The Path to Incus in Debian
Post updated on 2024-01-13
A Brief Recap
It’s been an interesting six months or so in the Linux Containers world. Just a month after the Debian bookworm release, which was the first to officially include LXD (yay!), news broke that Canonical was taking the LXD project in-house (hmm…) following the departure of Stéphane Graber from Canonical. While I didn’t think that was a great decision, it really didn’t impact my plans for continuing to help package LXD for Debian.
Shortly after Canonical’s announcement, a fork of LXD was announced – Incus. I filed a bug to track its progress and see about possibly packaging it for Debian. There’s nothing keeping LXD and Incus from being co-installed, and providing both would offer Debian’s users the choice to use whichever they want.
Fellow Debian Developer Free Ekanayaka (@freee) reached out in September to see about helping to package Incus and its various dependencies, and we’ve been working these past few months to get Incus packaged.
Things came to a head in December when Canonical announced a license change and CLA requirement for LXD. I was not pleased by this change, and there’s been discussion about what the future of LXD in Debian will look like.
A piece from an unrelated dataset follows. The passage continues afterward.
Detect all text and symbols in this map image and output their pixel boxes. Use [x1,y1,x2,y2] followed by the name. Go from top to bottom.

The fundamental issue is that it is unclear which source files are covered under what license(s), which means any further updates in Debian will require a ton of fine-toothed examination of the source code. Additionally, as a downstream packager I don’t intend to sign a CLA just to report/fix issues found while helping maintain LXD in Debian. (Add to that, Canonical seems to be doubling down on snaps, and native .deb packages aren’t something they really care about.)
LXD’s Future in Debian
So, where does this leave LXD? Unfortunately, unless someone else wishes to step up and do the work to process the licensing changes, LXD won’t receive any further updates in Debian beyond 5.0.2+git20231211.1364ae4, which is a snapshot of the stable-5.0 branch prior to the licensing changes. I plan to ensure the snapshot of LXD works for the upcoming trixie release, but beyond that I expect my effort to be minimal for LXD packaging. (If there’s no interest from others in helping, I plan to modify src:lxd
to no longer provide binaries just after the trixie release. The source package will still exist to build the -dev
package, which is needed to build Incus.)
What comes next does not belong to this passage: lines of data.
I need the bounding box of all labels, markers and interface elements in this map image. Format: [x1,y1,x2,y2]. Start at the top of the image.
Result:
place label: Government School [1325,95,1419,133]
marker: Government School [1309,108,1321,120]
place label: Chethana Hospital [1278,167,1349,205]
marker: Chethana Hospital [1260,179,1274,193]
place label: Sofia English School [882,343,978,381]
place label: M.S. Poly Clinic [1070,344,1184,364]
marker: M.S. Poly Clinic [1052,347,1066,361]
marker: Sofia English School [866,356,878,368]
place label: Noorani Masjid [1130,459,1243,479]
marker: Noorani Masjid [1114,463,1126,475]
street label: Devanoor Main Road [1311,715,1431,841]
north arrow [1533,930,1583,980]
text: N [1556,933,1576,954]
The recommended path forward will be for users to upgrade to trixie, then install Incus and run lxd-to-incus
to migrate their cluster from LXD to Incus. Speaking of Incus…
Incus Accepted to NEW
Earlier today Incus was accepted into NEW. Eventually it will be accepted into unstable, then migrate to testing for inclusion in the trixie release. I am also planning to upload an official backport for bookworm at that time, as the dependencies don’t seem too bad to build it in bookworm.
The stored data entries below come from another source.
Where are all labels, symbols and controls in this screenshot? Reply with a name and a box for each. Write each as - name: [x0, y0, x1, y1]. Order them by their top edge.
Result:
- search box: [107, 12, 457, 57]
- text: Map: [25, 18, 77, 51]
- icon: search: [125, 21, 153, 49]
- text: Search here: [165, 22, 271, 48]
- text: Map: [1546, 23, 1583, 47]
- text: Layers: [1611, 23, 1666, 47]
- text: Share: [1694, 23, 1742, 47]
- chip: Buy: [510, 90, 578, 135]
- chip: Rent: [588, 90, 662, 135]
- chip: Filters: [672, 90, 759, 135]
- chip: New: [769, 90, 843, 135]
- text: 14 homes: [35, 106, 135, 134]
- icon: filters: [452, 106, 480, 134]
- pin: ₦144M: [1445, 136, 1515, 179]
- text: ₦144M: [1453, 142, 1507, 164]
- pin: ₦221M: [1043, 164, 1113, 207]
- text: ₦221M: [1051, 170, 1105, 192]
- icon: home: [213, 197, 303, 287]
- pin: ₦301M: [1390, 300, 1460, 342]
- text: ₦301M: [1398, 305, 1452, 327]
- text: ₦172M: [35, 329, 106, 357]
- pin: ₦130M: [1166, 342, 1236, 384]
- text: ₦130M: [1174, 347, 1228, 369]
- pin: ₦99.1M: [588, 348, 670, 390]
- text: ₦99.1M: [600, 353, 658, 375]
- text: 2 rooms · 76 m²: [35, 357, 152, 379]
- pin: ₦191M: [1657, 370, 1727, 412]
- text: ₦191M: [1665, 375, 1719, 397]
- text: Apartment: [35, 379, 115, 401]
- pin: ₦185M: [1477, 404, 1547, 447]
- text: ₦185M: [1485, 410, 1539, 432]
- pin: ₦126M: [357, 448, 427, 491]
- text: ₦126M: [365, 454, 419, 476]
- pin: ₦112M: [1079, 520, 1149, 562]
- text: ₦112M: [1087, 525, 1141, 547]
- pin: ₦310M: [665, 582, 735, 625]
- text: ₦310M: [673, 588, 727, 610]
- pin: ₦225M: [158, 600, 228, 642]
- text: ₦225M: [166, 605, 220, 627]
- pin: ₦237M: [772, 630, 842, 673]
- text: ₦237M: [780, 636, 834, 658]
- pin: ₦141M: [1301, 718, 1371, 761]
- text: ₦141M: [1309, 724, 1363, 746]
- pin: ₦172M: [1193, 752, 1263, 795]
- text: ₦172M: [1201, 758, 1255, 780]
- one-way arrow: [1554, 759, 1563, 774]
Thanks to Free for helping with packaging Incus and its dependencies, and to Stéphane for helping with a few issues found while packaging.
…and already in unstable!
Update 2024-01-13: In what might be a record for quickest acceptance through NEW (~19 hours), this morning Incus was accepted into unstable! The buildds are running, and there’s a few builds to fix, but Incus is now officially in Debian and will be included in the trixie release!